Directions:
Quote only the lines from the top of the listing below down to and including the line with "font-size:20px; font-weight:400; color:#7c7c81".

Data:

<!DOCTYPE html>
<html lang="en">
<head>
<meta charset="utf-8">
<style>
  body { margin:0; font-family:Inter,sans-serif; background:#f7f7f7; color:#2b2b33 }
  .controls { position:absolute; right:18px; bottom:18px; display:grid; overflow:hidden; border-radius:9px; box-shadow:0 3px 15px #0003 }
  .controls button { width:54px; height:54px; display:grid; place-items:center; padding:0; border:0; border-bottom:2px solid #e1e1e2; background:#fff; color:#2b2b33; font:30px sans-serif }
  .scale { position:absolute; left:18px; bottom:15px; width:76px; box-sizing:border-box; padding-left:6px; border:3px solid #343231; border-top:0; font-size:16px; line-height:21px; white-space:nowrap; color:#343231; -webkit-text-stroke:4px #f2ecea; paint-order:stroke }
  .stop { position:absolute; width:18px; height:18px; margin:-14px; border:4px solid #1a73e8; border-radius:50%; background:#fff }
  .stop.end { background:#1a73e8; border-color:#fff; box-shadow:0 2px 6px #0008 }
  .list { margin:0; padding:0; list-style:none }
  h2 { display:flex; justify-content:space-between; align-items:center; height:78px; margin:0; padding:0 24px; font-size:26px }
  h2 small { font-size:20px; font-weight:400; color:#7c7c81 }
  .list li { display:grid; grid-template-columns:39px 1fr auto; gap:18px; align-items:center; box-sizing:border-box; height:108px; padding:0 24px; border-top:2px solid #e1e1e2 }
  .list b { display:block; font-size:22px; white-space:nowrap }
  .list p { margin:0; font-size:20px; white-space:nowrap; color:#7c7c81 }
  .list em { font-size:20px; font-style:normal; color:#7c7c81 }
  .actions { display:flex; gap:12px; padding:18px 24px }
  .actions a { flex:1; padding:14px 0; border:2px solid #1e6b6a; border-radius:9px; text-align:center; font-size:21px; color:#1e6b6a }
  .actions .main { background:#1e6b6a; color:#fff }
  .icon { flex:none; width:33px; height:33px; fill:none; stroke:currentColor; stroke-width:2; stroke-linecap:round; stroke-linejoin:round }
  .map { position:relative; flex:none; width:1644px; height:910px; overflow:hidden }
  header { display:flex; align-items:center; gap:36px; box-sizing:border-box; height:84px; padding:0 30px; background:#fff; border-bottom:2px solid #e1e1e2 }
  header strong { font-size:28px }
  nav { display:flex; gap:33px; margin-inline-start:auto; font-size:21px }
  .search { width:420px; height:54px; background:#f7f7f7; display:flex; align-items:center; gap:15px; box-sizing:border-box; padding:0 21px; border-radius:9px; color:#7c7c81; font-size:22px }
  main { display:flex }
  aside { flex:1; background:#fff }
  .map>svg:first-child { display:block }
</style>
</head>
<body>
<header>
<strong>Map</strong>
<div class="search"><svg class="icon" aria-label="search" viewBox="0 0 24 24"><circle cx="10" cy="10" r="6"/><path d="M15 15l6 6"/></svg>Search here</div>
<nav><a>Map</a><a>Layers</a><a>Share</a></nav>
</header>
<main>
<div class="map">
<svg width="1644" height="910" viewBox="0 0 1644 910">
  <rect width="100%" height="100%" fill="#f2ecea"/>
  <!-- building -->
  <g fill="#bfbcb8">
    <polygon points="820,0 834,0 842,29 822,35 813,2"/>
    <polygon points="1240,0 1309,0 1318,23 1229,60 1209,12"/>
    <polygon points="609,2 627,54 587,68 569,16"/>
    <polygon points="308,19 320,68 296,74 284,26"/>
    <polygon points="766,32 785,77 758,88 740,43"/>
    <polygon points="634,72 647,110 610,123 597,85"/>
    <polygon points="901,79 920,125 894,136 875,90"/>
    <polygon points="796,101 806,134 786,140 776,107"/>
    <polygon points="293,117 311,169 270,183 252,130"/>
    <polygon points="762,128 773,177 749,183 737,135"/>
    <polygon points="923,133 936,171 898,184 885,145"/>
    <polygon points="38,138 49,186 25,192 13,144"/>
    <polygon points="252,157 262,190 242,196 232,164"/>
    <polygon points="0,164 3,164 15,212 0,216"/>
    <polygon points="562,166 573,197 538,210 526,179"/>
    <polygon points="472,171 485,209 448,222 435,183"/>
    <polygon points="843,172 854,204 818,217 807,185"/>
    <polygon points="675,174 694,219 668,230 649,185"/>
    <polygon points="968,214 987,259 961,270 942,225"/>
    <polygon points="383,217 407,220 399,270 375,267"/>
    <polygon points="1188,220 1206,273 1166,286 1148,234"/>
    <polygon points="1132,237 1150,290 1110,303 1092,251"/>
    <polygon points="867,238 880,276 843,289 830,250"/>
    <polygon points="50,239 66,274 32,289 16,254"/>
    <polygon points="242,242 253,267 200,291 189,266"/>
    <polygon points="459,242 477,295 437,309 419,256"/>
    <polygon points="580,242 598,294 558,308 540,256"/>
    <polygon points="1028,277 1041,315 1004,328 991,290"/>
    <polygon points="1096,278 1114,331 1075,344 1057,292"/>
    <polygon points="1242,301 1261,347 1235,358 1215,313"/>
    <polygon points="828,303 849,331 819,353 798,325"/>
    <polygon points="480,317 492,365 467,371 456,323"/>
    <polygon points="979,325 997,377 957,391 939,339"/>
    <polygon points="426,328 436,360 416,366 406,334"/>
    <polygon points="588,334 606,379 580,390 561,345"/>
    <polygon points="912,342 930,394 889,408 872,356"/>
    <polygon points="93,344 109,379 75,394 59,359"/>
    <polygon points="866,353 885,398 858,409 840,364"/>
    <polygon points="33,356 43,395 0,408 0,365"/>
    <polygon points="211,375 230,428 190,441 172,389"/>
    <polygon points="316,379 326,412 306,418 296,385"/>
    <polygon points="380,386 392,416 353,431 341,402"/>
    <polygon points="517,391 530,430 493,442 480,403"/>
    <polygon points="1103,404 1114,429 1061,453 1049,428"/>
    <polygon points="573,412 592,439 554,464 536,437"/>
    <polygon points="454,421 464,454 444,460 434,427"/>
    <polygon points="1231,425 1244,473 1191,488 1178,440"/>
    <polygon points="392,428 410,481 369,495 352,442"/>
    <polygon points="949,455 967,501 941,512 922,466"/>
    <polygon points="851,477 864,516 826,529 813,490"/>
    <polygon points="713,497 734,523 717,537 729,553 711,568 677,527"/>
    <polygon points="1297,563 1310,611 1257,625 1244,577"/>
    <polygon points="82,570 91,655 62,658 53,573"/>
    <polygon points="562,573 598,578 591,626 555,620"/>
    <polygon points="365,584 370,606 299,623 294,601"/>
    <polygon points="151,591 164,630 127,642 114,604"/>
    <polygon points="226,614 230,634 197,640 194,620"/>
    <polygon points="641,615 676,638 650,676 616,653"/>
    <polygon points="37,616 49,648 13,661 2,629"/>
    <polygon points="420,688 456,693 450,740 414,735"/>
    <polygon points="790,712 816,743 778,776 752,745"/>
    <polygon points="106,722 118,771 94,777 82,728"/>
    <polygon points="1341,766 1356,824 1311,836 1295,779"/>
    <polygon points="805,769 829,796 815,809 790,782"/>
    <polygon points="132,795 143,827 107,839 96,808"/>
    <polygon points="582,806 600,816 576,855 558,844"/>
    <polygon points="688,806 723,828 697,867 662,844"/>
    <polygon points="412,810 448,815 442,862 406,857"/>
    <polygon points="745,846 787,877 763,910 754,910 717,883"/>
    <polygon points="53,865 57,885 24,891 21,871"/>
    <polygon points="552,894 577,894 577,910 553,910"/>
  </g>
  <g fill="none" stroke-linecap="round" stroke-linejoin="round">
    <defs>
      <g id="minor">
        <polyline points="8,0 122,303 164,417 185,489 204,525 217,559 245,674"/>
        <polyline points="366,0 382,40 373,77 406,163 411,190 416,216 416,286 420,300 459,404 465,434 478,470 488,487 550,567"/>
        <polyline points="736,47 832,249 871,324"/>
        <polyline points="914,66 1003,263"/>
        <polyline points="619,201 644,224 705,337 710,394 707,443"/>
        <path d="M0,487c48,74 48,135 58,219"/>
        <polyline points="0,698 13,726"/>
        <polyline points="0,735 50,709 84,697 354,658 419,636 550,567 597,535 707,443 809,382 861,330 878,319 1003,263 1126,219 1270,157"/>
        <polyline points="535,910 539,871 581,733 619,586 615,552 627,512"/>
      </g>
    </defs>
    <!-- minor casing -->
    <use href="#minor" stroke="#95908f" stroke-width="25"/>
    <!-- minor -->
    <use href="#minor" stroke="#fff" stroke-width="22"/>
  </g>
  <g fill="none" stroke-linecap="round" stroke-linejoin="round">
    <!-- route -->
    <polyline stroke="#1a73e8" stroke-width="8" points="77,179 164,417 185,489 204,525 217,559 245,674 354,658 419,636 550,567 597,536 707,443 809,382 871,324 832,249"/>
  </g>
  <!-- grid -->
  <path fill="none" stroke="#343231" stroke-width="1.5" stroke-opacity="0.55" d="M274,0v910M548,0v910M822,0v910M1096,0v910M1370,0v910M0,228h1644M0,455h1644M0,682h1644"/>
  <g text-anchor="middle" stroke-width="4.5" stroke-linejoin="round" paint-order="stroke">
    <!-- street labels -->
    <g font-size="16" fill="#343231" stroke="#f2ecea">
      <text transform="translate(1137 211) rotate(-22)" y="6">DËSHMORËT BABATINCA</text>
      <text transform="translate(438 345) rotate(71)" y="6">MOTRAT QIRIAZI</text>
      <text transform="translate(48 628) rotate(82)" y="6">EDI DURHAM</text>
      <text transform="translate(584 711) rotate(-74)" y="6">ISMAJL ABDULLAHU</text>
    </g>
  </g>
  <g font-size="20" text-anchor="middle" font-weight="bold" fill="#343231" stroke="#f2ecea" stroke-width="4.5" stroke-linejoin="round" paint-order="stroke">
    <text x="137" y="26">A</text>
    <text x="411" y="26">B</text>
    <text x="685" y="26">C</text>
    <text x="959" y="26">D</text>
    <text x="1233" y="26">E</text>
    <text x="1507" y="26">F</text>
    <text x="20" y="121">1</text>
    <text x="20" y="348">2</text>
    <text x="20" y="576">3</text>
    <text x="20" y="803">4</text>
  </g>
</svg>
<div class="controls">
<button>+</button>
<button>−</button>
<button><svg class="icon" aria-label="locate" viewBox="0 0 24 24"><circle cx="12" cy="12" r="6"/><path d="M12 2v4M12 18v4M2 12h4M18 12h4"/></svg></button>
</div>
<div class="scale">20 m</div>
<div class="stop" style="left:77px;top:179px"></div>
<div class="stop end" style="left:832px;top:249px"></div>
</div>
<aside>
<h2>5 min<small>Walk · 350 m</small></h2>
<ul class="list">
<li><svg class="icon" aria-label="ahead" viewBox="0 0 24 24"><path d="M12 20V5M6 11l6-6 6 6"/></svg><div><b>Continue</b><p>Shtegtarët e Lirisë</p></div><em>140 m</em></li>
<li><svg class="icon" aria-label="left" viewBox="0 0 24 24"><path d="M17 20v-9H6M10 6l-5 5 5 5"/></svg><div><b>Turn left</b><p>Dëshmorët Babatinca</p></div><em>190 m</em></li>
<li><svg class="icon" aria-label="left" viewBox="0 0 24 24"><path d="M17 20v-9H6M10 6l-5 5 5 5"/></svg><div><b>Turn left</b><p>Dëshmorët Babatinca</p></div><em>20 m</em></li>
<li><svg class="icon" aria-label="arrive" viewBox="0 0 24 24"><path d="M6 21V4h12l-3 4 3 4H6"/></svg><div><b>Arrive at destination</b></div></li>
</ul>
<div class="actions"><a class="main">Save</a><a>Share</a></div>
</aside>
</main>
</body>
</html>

Answer to this problem:
<!DOCTYPE html>
<html lang="en">
<head>
<meta charset="utf-8">
<style>
  body { margin:0; font-family:Inter,sans-serif; background:#f7f7f7; color:#2b2b33 }
  .controls { position:absolute; right:18px; bottom:18px; display:grid; overflow:hidden; border-radius:9px; box-shadow:0 3px 15px #0003 }
  .controls button { width:54px; height:54px; display:grid; place-items:center; padding:0; border:0; border-bottom:2px solid #e1e1e2; background:#fff; color:#2b2b33; font:30px sans-serif }
  .scale { position:absolute; left:18px; bottom:15px; width:76px; box-sizing:border-box; padding-left:6px; border:3px solid #343231; border-top:0; font-size:16px; line-height:21px; white-space:nowrap; color:#343231; -webkit-text-stroke:4px #f2ecea; paint-order:stroke }
  .stop { position:absolute; width:18px; height:18px; margin:-14px; border:4px solid #1a73e8; border-radius:50%; background:#fff }
  .stop.end { background:#1a73e8; border-color:#fff; box-shadow:0 2px 6px #0008 }
  .list { margin:0; padding:0; list-style:none }
  h2 { display:flex; justify-content:space-between; align-items:center; height:78px; margin:0; padding:0 24px; font-size:26px }
  h2 small { font-size:20px; font-weight:400; color:#7c7c81 }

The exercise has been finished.